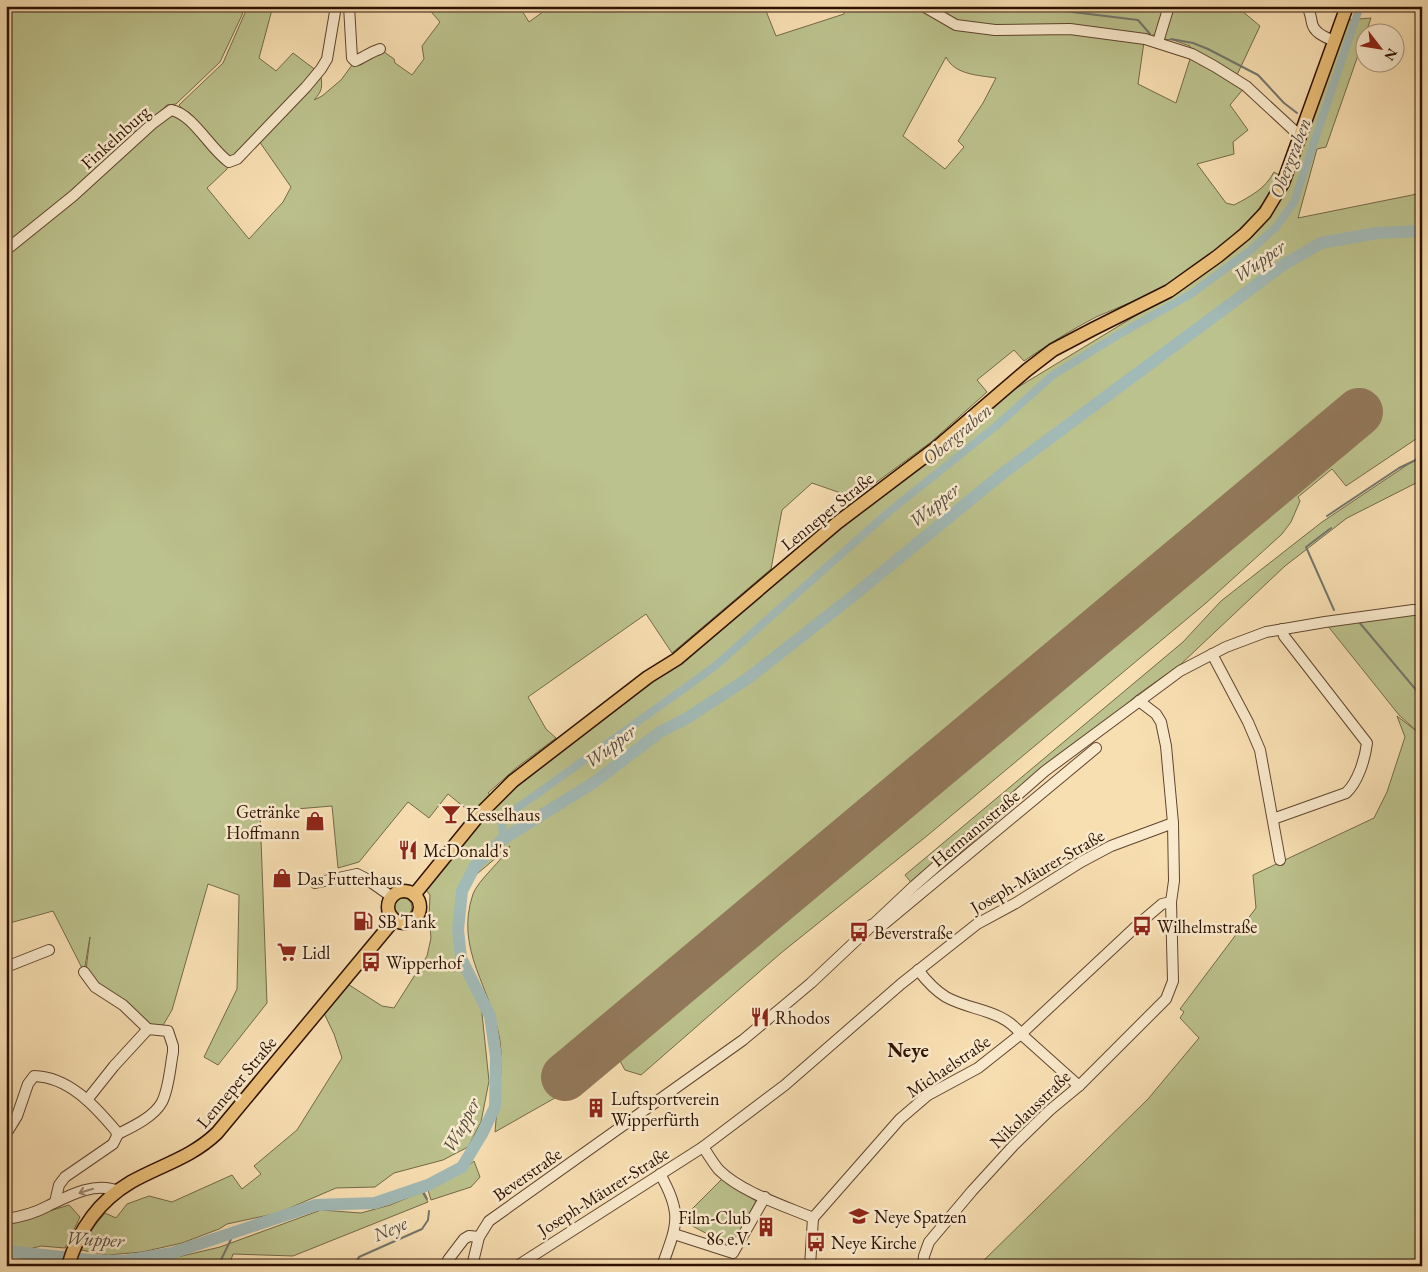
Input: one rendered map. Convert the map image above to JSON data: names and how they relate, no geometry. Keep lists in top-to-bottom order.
{
  "streets": {
    "main road": ["Lenneper Straße"],
    "street": [
      "Finkelnburg",
      "Hermannstraße",
      "Joseph-Mäurer-Straße",
      "Michaelstraße",
      "Nikolausstraße",
      "Beverstraße"
    ]
  },
  "crossings": [
    ["Hermannstraße", "Beverstraße"],
    ["Michaelstraße", "Nikolausstraße"]
  ],
  "districts": ["Neye"],
  "water": ["Obergraben", "Wupper", "Neye"],
  "places": {
    "bar": ["Kesselhaus"],
    "shop": ["Getränke Hoffmann", "Das Futterhaus"],
    "restaurant": ["McDonald's", "Rhodos"],
    "fuel station": ["SB Tank"],
    "bus stop": [
      "Wilhelmstraße",
      "Beverstraße",
      "Wipperhof",
      "Neye Kirche"
    ],
    "supermarket": ["Lidl"],
    "building": ["Luftsportverein Wipperfürth", "Film-Club 86 e.V."],
    "school or university": ["Neye Spatzen"]
  },
  "north": "bottom right"
}
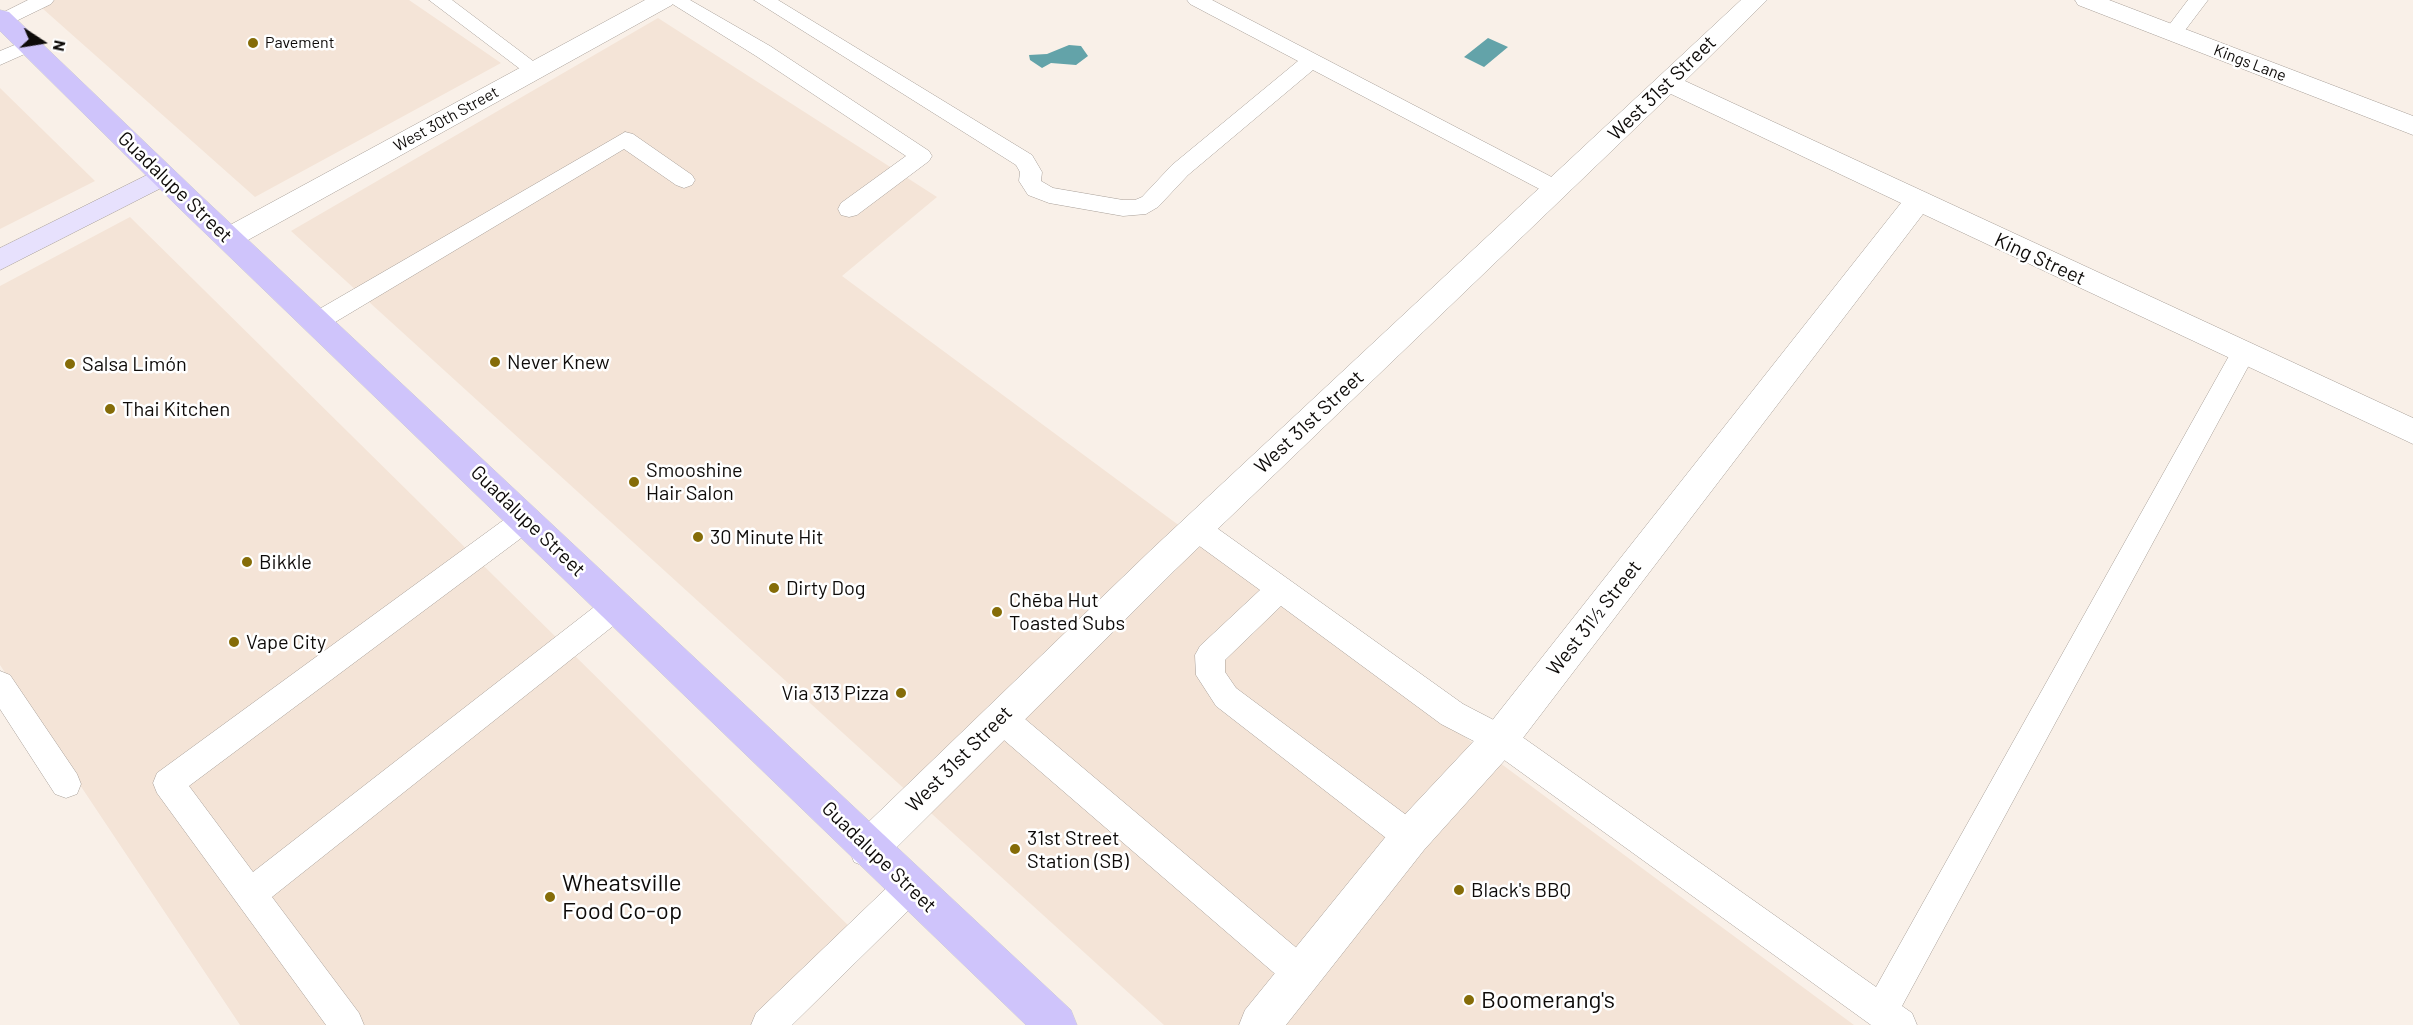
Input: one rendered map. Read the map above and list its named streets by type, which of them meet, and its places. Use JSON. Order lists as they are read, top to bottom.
{
  "streets": {
    "main road": ["Guadalupe Street"],
    "street": [
      "Kings Lane",
      "West 31st Street",
      "West 30th Street",
      "King Street",
      "West 31½ Street"
    ]
  },
  "crossings": [
    ["West 31st Street", "Guadalupe Street"],
    ["West 31st Street", "King Street"],
    ["West 30th Street", "Guadalupe Street"],
    ["King Street", "West 31½ Street"]
  ],
  "places": [
    "Pavement",
    "Never Knew",
    "Salsa Limón",
    "Thai Kitchen",
    "Smooshine Hair Salon",
    "30 Minute Hit",
    "Bikkle",
    "Dirty Dog",
    "Chēba Hut Toasted Subs",
    "Vape City",
    "Via 313 Pizza",
    "31st Street Station (SB)",
    "Black's BBQ",
    "Wheatsville Food Co-op",
    "Boomerang's"
  ],
  "north": "right"
}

REQUIREMENT
The answer should consist of the lines from the one with "Input: one rendered map. Read" through the last line of the entries, duplicated exactly and nothing more.

SOLUTION TO THE PROBLEM
Input: one rendered map. Read the map above and list its named streets by type, which of them meet, and its places. Use JSON. Order lists as they are read, top to bottom.
{
  "streets": {
    "main road": ["Guadalupe Street"],
    "street": [
      "Kings Lane",
      "West 31st Street",
      "West 30th Street",
      "King Street",
      "West 31½ Street"
    ]
  },
  "crossings": [
    ["West 31st Street", "Guadalupe Street"],
    ["West 31st Street", "King Street"],
    ["West 30th Street", "Guadalupe Street"],
    ["King Street", "West 31½ Street"]
  ],
  "places": [
    "Pavement",
    "Never Knew",
    "Salsa Limón",
    "Thai Kitchen",
    "Smooshine Hair Salon",
    "30 Minute Hit",
    "Bikkle",
    "Dirty Dog",
    "Chēba Hut Toasted Subs",
    "Vape City",
    "Via 313 Pizza",
    "31st Street Station (SB)",
    "Black's BBQ",
    "Wheatsville Food Co-op",
    "Boomerang's"
  ],
  "north": "right"
}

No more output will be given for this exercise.